For the entries below, report every line that includes the word "absolute".
--------------------------------
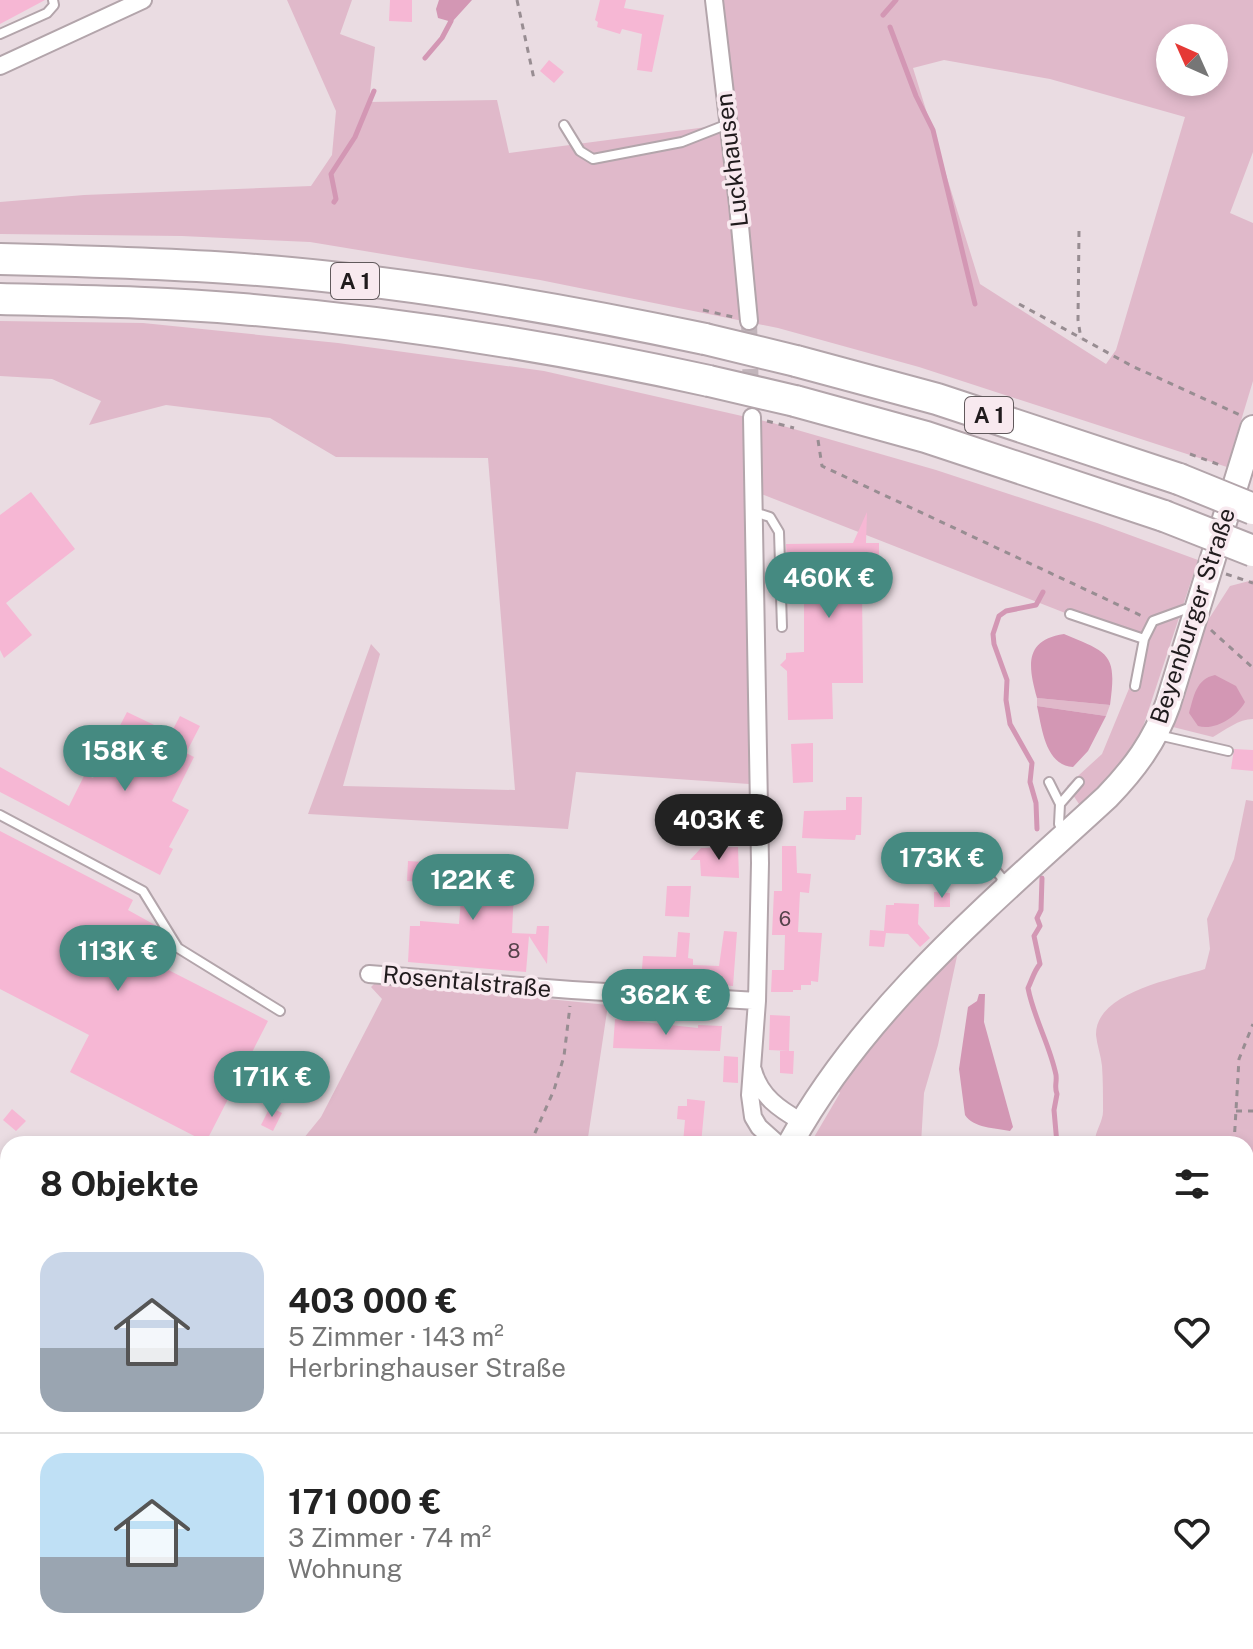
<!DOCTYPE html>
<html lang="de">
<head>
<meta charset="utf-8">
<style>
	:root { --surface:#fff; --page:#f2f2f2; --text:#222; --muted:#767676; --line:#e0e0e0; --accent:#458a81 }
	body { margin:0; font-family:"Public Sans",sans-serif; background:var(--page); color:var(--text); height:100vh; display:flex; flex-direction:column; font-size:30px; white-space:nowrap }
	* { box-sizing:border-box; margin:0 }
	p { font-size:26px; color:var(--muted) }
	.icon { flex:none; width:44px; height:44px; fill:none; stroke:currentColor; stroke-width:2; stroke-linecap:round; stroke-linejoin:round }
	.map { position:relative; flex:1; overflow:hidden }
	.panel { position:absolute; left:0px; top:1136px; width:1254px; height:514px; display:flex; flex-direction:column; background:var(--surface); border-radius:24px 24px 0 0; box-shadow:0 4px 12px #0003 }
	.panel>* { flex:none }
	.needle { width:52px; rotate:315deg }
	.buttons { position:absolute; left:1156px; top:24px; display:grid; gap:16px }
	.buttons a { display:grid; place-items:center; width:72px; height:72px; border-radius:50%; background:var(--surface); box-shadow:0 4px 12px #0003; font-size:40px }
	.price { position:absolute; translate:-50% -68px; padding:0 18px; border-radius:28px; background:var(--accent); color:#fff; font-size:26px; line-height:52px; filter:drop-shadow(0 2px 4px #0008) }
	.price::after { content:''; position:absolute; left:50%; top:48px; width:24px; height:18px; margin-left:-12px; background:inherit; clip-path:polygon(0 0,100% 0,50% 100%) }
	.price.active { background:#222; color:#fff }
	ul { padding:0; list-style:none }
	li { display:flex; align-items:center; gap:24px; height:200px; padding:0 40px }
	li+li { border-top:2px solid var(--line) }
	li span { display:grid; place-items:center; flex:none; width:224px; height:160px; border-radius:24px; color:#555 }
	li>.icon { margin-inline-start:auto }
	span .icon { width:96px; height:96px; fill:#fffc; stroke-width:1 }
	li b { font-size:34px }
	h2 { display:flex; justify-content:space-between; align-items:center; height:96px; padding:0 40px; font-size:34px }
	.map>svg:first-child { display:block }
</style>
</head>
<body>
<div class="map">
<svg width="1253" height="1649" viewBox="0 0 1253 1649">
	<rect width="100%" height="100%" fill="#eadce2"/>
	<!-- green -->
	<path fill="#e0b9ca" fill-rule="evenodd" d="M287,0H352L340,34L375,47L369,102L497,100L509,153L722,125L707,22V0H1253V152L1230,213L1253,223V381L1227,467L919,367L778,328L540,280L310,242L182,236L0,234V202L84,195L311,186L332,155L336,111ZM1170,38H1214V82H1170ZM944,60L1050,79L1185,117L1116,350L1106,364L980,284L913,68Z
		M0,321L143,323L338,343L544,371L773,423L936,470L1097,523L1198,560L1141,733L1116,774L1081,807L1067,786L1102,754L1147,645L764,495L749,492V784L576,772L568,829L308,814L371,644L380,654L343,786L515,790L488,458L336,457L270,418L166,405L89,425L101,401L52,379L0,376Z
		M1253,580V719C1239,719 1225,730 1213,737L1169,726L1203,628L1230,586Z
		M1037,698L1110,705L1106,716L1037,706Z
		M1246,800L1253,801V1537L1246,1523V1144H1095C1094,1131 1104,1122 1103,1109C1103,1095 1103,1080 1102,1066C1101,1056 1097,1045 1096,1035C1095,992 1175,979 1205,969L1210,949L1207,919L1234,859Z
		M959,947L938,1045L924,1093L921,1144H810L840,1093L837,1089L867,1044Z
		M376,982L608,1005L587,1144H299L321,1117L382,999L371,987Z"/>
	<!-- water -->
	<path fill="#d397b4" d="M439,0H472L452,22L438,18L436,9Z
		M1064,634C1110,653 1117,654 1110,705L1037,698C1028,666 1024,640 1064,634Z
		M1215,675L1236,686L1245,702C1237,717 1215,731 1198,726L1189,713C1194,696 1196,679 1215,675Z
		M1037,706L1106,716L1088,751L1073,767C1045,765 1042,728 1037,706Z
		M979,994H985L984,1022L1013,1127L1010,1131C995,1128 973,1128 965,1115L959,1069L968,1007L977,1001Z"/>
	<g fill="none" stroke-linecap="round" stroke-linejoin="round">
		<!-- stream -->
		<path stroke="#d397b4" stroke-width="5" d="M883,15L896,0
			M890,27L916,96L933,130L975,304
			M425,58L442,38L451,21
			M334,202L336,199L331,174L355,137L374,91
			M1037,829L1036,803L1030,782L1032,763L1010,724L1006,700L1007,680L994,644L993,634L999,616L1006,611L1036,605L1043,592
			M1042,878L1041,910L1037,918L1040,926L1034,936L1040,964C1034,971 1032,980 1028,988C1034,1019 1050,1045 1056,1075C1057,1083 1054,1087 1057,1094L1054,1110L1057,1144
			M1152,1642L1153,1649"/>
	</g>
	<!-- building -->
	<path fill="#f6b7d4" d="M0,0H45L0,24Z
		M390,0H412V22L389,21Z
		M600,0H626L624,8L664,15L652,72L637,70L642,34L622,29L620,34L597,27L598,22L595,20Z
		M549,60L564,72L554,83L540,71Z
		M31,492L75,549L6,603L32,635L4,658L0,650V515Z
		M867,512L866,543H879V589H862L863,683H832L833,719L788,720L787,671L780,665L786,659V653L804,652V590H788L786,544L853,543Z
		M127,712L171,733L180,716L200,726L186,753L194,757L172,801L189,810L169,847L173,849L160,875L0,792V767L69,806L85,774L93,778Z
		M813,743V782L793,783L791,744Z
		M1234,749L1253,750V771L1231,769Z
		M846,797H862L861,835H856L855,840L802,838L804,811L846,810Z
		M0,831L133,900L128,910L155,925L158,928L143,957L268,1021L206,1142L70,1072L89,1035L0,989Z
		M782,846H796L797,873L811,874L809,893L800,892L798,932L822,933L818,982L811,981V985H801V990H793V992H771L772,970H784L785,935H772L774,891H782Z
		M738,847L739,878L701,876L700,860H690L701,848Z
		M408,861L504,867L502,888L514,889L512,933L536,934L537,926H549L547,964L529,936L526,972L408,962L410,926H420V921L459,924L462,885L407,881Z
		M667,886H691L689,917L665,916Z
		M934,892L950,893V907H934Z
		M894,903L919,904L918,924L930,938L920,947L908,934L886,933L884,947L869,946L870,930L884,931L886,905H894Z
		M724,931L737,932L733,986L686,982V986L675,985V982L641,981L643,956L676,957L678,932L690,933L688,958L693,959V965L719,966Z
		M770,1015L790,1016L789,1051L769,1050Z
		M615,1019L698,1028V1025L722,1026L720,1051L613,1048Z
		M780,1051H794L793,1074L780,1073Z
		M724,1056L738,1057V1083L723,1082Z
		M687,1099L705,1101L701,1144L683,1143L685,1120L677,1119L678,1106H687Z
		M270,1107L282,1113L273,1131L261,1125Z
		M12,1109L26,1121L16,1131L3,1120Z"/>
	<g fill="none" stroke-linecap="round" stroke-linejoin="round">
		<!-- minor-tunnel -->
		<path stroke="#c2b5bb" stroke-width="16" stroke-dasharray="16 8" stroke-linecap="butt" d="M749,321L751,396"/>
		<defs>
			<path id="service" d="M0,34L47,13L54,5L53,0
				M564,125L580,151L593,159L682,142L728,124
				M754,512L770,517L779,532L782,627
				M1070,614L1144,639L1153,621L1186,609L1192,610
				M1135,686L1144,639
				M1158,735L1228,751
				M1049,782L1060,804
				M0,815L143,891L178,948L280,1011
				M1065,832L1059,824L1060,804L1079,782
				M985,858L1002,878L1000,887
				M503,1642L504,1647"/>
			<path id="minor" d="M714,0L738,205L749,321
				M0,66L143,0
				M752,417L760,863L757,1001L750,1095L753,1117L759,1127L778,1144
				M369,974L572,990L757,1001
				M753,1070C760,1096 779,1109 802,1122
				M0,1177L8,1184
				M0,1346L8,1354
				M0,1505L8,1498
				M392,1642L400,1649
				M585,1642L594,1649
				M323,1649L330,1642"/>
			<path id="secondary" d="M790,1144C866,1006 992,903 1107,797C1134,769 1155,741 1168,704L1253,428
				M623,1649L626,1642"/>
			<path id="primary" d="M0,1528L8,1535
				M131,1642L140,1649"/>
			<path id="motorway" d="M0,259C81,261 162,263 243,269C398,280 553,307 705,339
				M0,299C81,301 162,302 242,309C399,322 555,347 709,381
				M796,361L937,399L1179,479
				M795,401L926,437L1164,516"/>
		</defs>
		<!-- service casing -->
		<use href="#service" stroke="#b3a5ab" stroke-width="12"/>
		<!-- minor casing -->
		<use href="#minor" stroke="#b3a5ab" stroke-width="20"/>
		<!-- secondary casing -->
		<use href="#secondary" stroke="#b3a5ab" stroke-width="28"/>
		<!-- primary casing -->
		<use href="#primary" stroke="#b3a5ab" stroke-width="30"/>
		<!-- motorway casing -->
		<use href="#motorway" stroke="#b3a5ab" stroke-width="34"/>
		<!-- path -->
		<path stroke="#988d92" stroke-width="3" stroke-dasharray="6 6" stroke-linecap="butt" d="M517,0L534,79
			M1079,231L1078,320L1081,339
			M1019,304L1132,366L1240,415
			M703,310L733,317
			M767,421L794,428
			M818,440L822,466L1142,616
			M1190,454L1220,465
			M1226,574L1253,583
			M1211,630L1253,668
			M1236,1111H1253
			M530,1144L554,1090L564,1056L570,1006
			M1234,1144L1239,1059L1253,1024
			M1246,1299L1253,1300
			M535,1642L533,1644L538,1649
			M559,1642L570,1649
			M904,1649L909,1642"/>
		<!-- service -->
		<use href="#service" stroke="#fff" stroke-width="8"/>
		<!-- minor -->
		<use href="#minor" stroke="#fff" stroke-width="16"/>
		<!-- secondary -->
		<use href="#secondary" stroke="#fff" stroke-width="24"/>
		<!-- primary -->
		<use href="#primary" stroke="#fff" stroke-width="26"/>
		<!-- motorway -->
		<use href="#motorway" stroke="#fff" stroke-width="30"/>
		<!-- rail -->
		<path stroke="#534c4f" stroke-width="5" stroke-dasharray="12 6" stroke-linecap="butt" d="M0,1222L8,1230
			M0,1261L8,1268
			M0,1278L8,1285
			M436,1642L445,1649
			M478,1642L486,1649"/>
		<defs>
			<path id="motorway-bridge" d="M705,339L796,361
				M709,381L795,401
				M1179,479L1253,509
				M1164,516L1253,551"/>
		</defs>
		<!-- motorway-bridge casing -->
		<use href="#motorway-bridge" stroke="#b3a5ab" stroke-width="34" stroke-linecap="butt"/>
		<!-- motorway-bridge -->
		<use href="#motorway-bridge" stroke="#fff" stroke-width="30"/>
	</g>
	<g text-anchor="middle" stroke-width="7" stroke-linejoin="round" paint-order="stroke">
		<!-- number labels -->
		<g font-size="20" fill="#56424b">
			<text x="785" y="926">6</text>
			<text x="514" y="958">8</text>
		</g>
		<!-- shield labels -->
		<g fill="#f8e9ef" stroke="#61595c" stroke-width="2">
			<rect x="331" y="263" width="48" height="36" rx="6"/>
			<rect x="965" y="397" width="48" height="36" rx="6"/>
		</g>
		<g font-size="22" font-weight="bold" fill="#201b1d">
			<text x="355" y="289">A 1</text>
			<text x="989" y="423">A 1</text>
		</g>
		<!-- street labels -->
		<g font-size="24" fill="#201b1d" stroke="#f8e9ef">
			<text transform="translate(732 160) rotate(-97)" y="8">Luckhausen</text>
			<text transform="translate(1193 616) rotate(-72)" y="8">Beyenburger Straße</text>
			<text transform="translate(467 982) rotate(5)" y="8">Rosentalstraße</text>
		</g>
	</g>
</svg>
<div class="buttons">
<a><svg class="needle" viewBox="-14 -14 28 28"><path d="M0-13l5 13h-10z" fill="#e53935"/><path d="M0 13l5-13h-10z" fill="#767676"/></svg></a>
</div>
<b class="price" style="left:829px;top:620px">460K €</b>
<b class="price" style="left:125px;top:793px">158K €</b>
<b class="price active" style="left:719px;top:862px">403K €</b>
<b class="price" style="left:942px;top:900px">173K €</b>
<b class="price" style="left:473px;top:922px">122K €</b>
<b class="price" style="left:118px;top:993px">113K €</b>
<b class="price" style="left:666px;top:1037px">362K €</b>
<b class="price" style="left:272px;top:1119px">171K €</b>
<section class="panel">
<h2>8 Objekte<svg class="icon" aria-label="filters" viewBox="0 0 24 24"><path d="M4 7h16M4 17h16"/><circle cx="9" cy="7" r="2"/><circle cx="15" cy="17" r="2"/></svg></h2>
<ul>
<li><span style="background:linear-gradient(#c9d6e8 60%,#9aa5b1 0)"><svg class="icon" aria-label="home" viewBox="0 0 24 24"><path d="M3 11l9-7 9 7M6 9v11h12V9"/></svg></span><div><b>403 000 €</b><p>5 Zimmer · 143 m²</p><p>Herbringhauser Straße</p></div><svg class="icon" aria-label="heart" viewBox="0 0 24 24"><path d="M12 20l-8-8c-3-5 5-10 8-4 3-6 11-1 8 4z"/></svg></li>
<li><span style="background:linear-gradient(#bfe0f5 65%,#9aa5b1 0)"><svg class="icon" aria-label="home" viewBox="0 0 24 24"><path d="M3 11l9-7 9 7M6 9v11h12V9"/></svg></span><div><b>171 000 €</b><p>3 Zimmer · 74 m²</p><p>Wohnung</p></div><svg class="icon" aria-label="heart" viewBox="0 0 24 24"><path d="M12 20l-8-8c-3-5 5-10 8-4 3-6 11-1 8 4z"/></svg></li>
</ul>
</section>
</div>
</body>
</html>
--------------------------------
> _Result for this exercise_:
	.panel { position:absolute; left:0px; top:1136px; width:1254px; height:514px; display:flex; flex-direction:column; background:var(--surface); border-radius:24px 24px 0 0; box-shadow:0 4px 12px #0003 }
	.buttons { position:absolute; left:1156px; top:24px; display:grid; gap:16px }
	.price { position:absolute; translate:-50% -68px; padding:0 18px; border-radius:28px; background:var(--accent); color:#fff; font-size:26px; line-height:52px; filter:drop-shadow(0 2px 4px #0008) }
	.price::after { content:''; position:absolute; left:50%; top:48px; width:24px; height:18px; margin-left:-12px; background:inherit; clip-path:polygon(0 0,100% 0,50% 100%) }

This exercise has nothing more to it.